Unfortunately that doesn't make me very good at passing on my tips and methods to others. Nor does it promote personal writing growth. So I have designated this my Year of Spit and Polish. I am going to learn to become a much better writer. I'm going to do this by soaking up absolutely everything I can find on the subject and reading widely outside my comfort zone. Strangely enough, I started this with a tentative step from Neil Gaiman to Edgar Allan Poe (okay, it was a desperate leap with my eyes closed) only to find my comfort zone is moving with me. Already my writing has expanded its horizons and perhaps I even found a tip Tip #1 Read outside your comfort zone. Immediately.
So I thought as I charge through the year spitting and polishing, I would spend Friday sharing where I had been and what I found. Today I downloaded Richard Harland's Writing Tips. This is an extensive free resource. Yes, free. 170 pages packed with advice, information and anecdotes from the author of Worldshaker and a long-timefavourite of mine, the Ferrin trilogy. Richard is a survivor of 25 years of writer's block! More about Richard here. Download the document here. I love the wonderful sit-across-the-kitchen-table-from-me style. Writing Tips is definitely a writer's manual - all the good stuff is in there - but it is obviously wrtten by an excellent writer who's been down the road he's talking about. It's both interesting and educating to read.
And when I found Edgar Allan Poe on p7... I had to smile.
Last month the NSW Writer's Centre asked a few authors, myself included, what we thought the next big thing might be for YA and children's books. At the time I hazarded a guess that maybe it would be ghosts, as vampires had already had their moment in the sun and zombies had been finally laid to rest. Awful puns I know but I'm keeping them because that's about as good as it gets for me!
I wish someone would ask me again because my future-telling skills have surged and I think I am a lot closer to the mark now. It struck me recently that somewhere along the line I had stopped thinking 'this book would make a great movie' and moved on to 'this book would make a great game.' I think we are going to see a spike in books with gaming plots. After all, Assassin's Creed, the game, has already spawned a book. The flip side is the obvious move. I'm not talking about Zac Power style action (although they are still excellent reads), I'm talking about the harder stuff. First person shooter. Mutants. Lots of weapons. Etc. Etc. The violence would need to be adjusted for the audience age.

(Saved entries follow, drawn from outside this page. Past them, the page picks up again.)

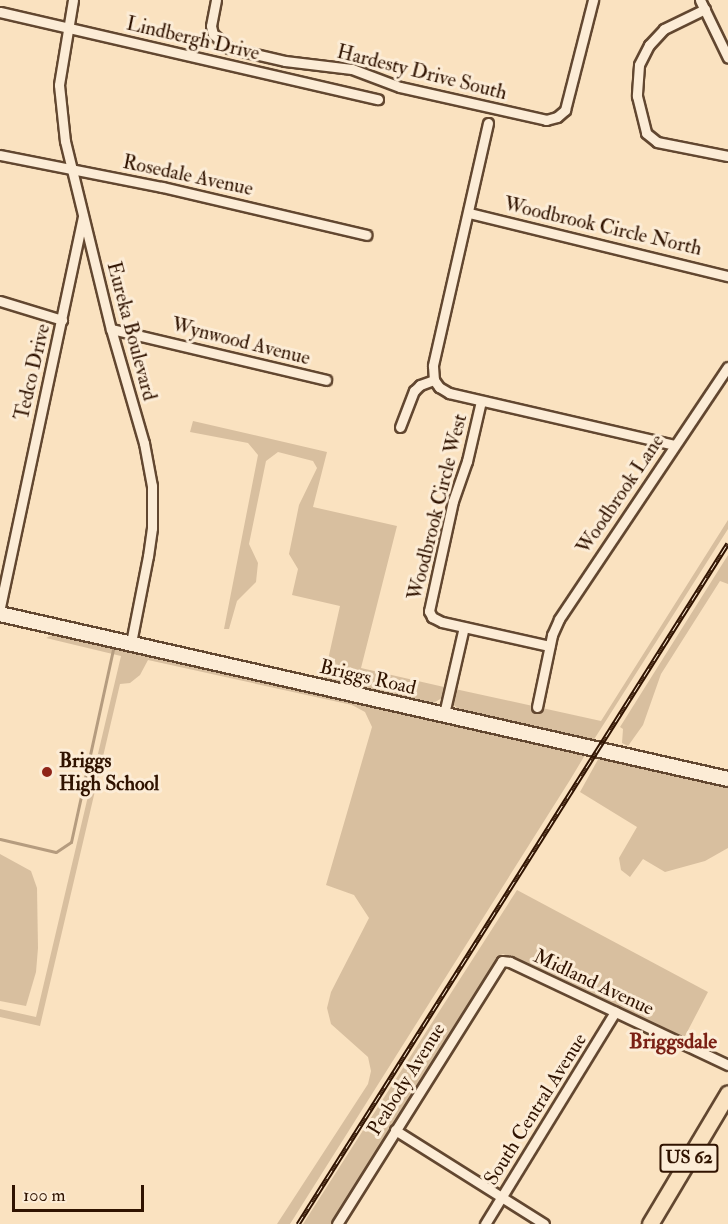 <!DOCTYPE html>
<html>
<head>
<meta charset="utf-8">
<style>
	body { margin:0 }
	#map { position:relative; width:728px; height:1224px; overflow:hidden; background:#fae2c0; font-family:"IM FELL Double Pica",serif }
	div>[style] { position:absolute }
	.green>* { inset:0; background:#d8bf9f }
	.stream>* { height:3px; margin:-1.5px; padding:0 1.5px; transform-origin:1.5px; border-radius:1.5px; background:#b59c7f }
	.roads { filter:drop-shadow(2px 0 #624730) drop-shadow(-2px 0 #624730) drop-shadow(0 2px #624730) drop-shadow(0 -2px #624730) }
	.street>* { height:9px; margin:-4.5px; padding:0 4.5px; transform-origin:4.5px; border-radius:4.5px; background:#fcecd6 }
	.secondary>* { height:14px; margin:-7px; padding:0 7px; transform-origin:7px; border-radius:7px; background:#fcecd6 }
	.primary>* { height:15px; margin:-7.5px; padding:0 7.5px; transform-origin:7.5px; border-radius:7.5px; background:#fae2c0 }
	.rail>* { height:5px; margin-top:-2.5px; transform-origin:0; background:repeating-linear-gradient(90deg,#fcecd6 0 9px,#301300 0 18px); box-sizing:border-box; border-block:2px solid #301300 }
	.dots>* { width:16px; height:16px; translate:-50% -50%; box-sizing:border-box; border:3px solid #fcecd6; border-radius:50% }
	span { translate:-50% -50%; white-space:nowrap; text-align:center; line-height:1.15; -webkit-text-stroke:6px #fcecd6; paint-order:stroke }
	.shield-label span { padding:2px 4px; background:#fcecd6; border:2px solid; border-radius:4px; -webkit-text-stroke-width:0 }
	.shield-label { font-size:18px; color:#301300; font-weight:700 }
	.street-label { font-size:20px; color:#301300 }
	.poi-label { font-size:20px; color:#301300; font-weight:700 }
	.left { translate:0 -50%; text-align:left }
	.neighbourhood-label { font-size:21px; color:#7a1f14; font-weight:700 }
	.scale { position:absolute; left:12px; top:1185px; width:132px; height:27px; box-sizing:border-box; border:3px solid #301300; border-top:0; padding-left:8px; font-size:18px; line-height:21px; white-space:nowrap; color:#301300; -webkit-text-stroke:4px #fcecd6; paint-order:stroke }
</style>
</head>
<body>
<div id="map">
	<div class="green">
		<i style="clip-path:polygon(193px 421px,327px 452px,313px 507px,397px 526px,361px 668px,444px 687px,442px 698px,430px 705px,323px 682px,340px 606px,292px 595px,298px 569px,289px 554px,299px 505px,317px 468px,313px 461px,278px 452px,266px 461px,249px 544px,258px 563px,256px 582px,237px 601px,229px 629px,224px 629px,258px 455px,248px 443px,190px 432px)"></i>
		<i style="clip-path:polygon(728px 520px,728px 529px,593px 741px,460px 711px,451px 702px,455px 689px,601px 721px)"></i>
		<i style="clip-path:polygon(728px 555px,728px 584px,720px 581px,661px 674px,643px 725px,628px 746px,622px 743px,623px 729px,620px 727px)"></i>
		<i style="clip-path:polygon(60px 631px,585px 751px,585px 755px,570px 780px,290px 1224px,277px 1224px,368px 1084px,371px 1071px,368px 1057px,331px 1024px,327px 1008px,331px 992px,369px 918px,354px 895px,326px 885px,372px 727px,365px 712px,352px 705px,148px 660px,140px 675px,130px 683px,120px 684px,40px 1026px,0 1017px,0 1009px,36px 1017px,121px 656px,46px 638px)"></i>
		<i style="clip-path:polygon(601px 754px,728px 786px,728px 848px,705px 861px,665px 872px,643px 859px,630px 877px,621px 870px,619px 858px,637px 827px,580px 792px)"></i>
		<i style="clip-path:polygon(0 854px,31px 871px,37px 888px,38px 948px,36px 972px,26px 1006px,0 1001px)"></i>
		<i style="clip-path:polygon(517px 890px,708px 992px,684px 1038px,503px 954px,499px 956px,332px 1224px,303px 1224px)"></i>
	</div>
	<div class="stream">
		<i style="left:0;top:839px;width:57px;rotate:13.1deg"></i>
		<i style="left:56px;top:852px;width:18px;rotate:-34deg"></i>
		<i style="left:71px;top:842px;width:198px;rotate:-77.7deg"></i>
	</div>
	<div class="roads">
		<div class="street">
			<i style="left:73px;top:0;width:86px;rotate:99.4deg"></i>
			<i style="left:59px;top:85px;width:56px;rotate:83.9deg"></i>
			<i style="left:65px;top:141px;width:194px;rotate:76.3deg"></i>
			<i style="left:111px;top:329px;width:119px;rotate:73.9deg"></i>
			<i style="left:144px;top:443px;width:44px;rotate:79.5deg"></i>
			<i style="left:152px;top:486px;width:42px;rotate:90deg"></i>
			<i style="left:152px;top:528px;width:28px;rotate:98deg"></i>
			<i style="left:148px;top:556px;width:89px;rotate:101.1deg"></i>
			<i style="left:216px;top:0;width:26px;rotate:101deg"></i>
			<i style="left:211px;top:26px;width:8px;rotate:76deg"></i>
			<i style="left:213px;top:34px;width:21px;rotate:41deg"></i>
			<i style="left:229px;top:48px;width:57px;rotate:13.1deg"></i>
			<i style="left:285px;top:61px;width:67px;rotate:6.8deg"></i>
			<i style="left:352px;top:69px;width:51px;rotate:20.6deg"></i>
			<i style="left:400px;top:87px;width:150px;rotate:12.7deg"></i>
			<i style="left:546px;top:120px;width:11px;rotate:-15deg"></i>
			<i style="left:557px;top:117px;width:11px;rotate:-41deg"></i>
			<i style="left:565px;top:110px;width:114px;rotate:-75.7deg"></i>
			<i style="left:700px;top:0;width:64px;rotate:64.2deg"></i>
			<i style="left:705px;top:9px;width:46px;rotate:154deg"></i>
			<i style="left:664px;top:29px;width:22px;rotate:133deg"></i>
			<i style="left:649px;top:45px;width:22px;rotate:117deg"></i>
			<i style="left:639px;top:65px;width:31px;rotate:94deg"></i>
			<i style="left:637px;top:96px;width:38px;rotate:76deg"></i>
			<i style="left:646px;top:133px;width:14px;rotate:39deg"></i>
			<i style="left:657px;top:142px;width:72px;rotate:11.2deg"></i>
			<i style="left:0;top:12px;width:388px;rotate:13deg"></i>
			<i style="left:488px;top:123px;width:249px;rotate:102.8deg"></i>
			<i style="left:433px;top:366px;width:14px;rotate:86deg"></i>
			<i style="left:434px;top:380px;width:9px;rotate:54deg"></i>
			<i style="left:439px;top:387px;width:12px;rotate:31deg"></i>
			<i style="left:449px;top:393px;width:231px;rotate:13deg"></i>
			<i style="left:0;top:155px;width:165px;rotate:11.2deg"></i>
			<i style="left:162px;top:187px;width:210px;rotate:13.2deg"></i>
			<i style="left:469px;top:213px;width:267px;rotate:13.7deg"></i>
			<i style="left:0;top:301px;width:65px;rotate:17deg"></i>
			<i style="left:111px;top:329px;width:221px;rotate:13.3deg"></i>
			<i style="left:481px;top:401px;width:62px;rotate:103.1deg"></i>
			<i style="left:467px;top:461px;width:42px;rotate:109.3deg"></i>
			<i style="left:453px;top:501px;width:113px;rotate:102.3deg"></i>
			<i style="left:429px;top:611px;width:7px;rotate:63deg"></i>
			<i style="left:432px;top:617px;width:11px;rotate:27deg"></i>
			<i style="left:442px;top:622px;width:110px;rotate:12.6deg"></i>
			<i style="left:400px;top:427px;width:39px;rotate:-69deg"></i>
			<i style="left:414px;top:391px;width:8px;rotate:-45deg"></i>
			<i style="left:420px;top:385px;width:15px;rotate:-20deg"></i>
			<i style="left:0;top:607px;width:399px;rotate:-78deg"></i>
			<i style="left:537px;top:707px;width:74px;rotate:-78.2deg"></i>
			<i style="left:552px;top:635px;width:17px;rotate:-66deg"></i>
			<i style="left:559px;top:619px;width:303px;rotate:-56.2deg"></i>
			<i style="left:444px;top:714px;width:89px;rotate:-77.1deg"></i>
			<i style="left:395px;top:1130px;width:176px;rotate:32.2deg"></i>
			<i style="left:337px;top:1224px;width:310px;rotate:-57.9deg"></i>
			<i style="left:502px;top:961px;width:8px;rotate:7deg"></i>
			<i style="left:510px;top:962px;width:241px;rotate:25.3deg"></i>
			<i style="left:485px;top:1224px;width:249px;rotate:-58.5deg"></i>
		</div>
		<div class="secondary">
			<i style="left:0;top:614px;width:746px;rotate:12.77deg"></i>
		</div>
		<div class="primary">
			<i style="left:650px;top:1224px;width:152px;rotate:-59.2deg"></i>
		</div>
	</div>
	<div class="rail">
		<i style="left:298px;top:1224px;width:805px;rotate:-57.73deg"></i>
	</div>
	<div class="dots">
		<i style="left:47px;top:772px;background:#8f2418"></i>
	</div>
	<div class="shield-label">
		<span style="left:689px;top:1158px">US 62</span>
	</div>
	<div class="street-label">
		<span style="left:193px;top:38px;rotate:13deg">Lindbergh Drive</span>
		<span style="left:422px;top:72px;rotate:14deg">Hardesty Drive South</span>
		<span style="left:188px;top:175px;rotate:12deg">Rosedale Avenue</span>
		<span style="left:603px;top:226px;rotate:13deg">Woodbrook Circle North</span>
		<span style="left:132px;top:331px;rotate:75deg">Eureka Boulevard</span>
		<span style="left:241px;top:341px;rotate:14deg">Wynwood Avenue</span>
		<span style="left:32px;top:372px;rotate:-77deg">Tedco Drive</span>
		<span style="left:620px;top:494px;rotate:-56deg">Woodbrook Lane</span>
		<span style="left:437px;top:507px;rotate:-76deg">Woodbrook Circle West</span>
		<span style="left:368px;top:677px;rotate:13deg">Briggs Road</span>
		<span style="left:594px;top:982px;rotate:25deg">Midland Avenue</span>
		<span style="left:406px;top:1079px;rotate:-58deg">Peabody Avenue</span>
		<span style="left:535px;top:1109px;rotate:-58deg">South Central Avenue</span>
	</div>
	<div class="poi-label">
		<span class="left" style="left:59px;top:772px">Briggs<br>High School</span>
	</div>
	<div class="neighbourhood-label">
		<span style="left:673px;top:1042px">Briggsdale</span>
	</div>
	<div class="scale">100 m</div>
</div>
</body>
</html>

During the recent debate about the Australian censorship of Left for Dead 2, a fact emerged that suprised me. The average gamer is in his twenties - not a teenage boy! So there's an enormous market out there - for both YA and middle grade - of readers who would prefer to play games first and read second. No points for guessing what they would like to read.

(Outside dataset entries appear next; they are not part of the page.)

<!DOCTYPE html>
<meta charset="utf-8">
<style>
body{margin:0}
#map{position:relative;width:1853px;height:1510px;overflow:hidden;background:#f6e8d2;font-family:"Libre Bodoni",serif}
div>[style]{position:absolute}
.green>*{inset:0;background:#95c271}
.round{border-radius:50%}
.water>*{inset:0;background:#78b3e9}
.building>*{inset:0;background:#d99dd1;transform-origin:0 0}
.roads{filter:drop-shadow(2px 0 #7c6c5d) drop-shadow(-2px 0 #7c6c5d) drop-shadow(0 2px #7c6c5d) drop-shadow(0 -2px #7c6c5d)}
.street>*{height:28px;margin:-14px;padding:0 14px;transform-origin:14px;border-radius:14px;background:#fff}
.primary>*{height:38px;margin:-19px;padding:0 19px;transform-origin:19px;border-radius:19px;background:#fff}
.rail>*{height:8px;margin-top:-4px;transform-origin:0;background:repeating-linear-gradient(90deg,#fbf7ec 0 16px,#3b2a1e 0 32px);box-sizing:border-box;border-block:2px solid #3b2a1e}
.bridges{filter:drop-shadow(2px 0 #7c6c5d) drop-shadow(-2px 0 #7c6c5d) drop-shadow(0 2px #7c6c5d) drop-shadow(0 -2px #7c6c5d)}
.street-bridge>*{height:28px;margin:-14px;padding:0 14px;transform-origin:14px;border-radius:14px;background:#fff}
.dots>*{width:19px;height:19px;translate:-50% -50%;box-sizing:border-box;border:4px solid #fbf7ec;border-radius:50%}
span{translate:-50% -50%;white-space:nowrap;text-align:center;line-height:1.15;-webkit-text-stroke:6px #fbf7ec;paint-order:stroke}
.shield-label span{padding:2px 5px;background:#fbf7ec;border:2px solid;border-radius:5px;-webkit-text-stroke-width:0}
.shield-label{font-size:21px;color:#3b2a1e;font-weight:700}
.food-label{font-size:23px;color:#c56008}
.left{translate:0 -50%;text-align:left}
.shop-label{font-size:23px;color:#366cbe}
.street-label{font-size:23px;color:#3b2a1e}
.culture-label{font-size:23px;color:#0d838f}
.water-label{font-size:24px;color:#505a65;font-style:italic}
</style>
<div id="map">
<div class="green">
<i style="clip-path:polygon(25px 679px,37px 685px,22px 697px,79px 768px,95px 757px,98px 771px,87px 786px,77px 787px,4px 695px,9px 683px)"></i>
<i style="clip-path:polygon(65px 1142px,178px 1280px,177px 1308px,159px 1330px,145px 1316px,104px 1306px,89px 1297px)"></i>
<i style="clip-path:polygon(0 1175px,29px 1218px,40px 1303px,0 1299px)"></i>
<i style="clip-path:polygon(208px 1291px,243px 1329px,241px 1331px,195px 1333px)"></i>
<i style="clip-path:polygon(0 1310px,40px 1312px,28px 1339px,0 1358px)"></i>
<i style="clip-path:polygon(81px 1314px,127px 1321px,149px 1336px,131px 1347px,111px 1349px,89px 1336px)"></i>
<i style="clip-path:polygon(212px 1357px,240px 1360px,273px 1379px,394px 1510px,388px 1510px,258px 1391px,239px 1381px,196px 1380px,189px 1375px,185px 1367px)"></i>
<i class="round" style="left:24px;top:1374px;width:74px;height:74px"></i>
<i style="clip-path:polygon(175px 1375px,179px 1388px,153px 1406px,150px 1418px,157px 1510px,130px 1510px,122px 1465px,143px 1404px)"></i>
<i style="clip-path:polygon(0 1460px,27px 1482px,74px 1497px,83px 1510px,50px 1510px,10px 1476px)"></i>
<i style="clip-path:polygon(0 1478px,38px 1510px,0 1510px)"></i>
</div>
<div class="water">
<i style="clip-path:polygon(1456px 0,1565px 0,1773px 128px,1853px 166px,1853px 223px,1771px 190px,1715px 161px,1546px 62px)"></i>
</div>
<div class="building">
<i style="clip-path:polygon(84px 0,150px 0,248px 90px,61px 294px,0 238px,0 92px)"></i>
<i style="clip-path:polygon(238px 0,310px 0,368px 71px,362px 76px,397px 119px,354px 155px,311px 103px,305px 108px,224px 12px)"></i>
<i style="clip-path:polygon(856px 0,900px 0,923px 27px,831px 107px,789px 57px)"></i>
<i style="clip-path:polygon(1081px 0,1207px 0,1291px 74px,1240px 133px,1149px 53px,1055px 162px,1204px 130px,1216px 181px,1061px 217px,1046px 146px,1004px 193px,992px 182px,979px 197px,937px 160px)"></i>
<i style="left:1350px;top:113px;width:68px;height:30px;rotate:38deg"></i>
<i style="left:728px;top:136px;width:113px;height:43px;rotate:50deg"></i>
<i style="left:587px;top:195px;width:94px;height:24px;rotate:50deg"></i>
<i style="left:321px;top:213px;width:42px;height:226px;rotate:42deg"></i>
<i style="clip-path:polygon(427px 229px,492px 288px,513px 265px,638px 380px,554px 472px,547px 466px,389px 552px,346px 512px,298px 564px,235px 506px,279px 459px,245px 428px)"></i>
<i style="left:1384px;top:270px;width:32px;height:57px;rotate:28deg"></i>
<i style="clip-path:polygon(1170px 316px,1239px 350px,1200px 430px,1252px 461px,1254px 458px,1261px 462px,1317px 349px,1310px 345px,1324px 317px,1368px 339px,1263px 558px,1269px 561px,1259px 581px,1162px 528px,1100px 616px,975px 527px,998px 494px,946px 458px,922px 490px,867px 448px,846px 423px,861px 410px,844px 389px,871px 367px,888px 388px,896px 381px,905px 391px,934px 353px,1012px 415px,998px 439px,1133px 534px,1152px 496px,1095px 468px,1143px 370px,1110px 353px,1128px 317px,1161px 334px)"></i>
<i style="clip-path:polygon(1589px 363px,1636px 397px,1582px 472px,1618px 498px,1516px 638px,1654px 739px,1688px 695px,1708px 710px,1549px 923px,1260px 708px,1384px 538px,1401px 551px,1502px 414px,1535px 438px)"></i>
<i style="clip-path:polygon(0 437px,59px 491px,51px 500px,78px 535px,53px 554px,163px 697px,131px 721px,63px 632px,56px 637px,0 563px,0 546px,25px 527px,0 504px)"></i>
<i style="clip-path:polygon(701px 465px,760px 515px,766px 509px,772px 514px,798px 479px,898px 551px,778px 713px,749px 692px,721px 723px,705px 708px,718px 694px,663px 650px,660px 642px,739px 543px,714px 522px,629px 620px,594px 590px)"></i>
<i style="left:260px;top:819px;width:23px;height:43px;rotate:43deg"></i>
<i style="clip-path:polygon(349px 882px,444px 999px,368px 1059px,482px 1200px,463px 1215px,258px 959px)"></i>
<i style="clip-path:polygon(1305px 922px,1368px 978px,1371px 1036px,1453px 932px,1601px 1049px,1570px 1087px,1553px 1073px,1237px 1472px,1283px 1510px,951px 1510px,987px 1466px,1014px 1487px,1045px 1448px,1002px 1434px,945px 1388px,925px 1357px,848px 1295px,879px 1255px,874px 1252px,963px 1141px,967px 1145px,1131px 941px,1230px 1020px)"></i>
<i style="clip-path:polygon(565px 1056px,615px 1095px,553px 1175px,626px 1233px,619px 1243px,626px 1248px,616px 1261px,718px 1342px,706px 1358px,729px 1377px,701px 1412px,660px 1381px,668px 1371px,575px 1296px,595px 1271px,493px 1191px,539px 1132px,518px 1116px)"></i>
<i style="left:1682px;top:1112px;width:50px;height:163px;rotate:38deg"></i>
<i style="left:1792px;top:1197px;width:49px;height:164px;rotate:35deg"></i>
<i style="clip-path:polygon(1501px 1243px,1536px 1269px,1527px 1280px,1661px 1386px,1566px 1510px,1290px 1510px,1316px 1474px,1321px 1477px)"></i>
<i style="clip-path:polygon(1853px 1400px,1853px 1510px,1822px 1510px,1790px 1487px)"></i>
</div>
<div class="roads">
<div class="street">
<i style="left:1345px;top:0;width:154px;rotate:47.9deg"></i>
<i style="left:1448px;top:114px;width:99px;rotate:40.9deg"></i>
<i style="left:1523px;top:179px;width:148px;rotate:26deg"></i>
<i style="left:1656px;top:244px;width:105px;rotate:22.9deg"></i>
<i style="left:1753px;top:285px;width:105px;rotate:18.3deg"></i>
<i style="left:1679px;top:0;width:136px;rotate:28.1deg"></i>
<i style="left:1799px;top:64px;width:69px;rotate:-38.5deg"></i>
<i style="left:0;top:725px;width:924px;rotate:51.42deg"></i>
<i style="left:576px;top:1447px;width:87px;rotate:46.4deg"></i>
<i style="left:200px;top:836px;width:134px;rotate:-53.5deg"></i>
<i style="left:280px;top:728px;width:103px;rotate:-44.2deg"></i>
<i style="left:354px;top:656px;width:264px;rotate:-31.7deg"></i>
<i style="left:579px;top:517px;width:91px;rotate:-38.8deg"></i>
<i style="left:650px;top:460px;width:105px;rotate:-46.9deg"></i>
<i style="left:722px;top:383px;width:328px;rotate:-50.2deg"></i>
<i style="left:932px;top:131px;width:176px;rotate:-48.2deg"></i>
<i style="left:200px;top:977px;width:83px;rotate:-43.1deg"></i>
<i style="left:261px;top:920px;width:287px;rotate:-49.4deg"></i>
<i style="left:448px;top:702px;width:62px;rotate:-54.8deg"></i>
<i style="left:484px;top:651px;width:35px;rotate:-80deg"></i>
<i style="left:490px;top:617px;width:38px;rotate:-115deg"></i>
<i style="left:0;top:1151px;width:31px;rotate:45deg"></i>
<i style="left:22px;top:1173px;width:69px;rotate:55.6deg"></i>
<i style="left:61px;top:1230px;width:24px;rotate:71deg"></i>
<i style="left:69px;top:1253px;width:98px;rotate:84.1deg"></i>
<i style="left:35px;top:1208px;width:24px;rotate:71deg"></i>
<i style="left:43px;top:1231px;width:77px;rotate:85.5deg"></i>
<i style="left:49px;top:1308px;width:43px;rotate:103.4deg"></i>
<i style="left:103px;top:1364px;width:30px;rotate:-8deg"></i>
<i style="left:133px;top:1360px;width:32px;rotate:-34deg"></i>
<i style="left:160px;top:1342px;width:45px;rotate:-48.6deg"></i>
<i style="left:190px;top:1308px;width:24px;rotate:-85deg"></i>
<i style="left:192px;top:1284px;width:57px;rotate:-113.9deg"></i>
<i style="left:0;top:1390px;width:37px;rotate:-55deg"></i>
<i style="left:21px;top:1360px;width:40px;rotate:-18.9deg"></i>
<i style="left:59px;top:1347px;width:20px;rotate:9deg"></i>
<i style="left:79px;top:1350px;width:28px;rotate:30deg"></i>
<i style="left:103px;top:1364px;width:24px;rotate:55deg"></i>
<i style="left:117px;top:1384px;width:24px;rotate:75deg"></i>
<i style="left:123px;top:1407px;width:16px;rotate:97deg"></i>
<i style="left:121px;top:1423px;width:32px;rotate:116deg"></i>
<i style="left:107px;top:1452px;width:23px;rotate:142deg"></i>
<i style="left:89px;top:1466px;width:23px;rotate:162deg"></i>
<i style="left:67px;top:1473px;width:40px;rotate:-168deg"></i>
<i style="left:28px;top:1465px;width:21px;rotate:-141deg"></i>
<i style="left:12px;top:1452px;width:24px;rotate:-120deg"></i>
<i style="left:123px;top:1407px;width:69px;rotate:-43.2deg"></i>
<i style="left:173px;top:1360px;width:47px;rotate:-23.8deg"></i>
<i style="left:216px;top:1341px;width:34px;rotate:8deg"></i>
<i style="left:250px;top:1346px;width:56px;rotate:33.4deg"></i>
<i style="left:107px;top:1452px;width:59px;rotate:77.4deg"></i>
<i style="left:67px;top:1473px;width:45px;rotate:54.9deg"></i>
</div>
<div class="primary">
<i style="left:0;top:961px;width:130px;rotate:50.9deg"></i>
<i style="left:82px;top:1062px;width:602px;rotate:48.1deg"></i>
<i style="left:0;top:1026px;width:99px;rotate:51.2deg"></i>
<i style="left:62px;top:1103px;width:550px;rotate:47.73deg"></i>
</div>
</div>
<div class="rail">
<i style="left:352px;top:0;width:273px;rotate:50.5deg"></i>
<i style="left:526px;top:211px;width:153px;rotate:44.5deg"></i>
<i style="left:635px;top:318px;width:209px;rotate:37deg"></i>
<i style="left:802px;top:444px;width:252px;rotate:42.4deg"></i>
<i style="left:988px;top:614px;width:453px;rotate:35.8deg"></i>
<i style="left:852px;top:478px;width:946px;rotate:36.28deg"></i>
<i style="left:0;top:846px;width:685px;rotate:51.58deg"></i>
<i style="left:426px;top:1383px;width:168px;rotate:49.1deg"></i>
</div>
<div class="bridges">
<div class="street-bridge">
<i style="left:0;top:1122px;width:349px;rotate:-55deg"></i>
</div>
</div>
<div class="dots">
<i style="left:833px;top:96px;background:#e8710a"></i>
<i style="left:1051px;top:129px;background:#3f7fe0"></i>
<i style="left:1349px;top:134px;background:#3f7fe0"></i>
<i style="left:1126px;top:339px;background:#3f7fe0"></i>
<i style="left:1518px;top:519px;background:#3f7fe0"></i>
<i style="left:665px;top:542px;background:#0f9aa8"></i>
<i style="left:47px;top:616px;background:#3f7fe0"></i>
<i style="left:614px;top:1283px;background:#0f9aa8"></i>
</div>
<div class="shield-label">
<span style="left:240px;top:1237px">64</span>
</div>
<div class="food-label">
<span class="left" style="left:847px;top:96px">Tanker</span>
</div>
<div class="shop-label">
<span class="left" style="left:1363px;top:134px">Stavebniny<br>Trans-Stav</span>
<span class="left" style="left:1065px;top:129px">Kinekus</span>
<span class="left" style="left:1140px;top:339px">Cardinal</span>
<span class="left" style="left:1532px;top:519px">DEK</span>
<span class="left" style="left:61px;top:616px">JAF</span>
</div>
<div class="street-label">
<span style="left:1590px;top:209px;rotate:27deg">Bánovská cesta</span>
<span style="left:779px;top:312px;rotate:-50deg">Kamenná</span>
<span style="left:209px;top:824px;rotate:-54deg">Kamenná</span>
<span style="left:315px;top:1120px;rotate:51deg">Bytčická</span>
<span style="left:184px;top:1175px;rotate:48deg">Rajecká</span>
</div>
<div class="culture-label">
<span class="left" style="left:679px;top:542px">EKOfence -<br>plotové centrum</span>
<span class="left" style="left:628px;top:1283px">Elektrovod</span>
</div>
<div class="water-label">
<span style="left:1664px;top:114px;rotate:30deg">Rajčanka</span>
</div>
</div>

Just after this epiphany hit me, Monster Republic arrived on my desk. It's a sci-fantasy for upper primary to younger teens and it's almost what I was thinking of. Not quite - the gaming plotline isn't strong enough to qualify (it is however an excellent book for boys in that age range). The cover however is a bullseye. It could be a game disk.
So am I going to write the gamer book? Probably not - it's not where I want to be. I could do it though. I have spent the last ten years watching all manner of games evolving, reading instructions for #2 son, installing programs and marvelling at the DVD cover work.
And that's another thing, the gamer book covers are going to be something spectacular.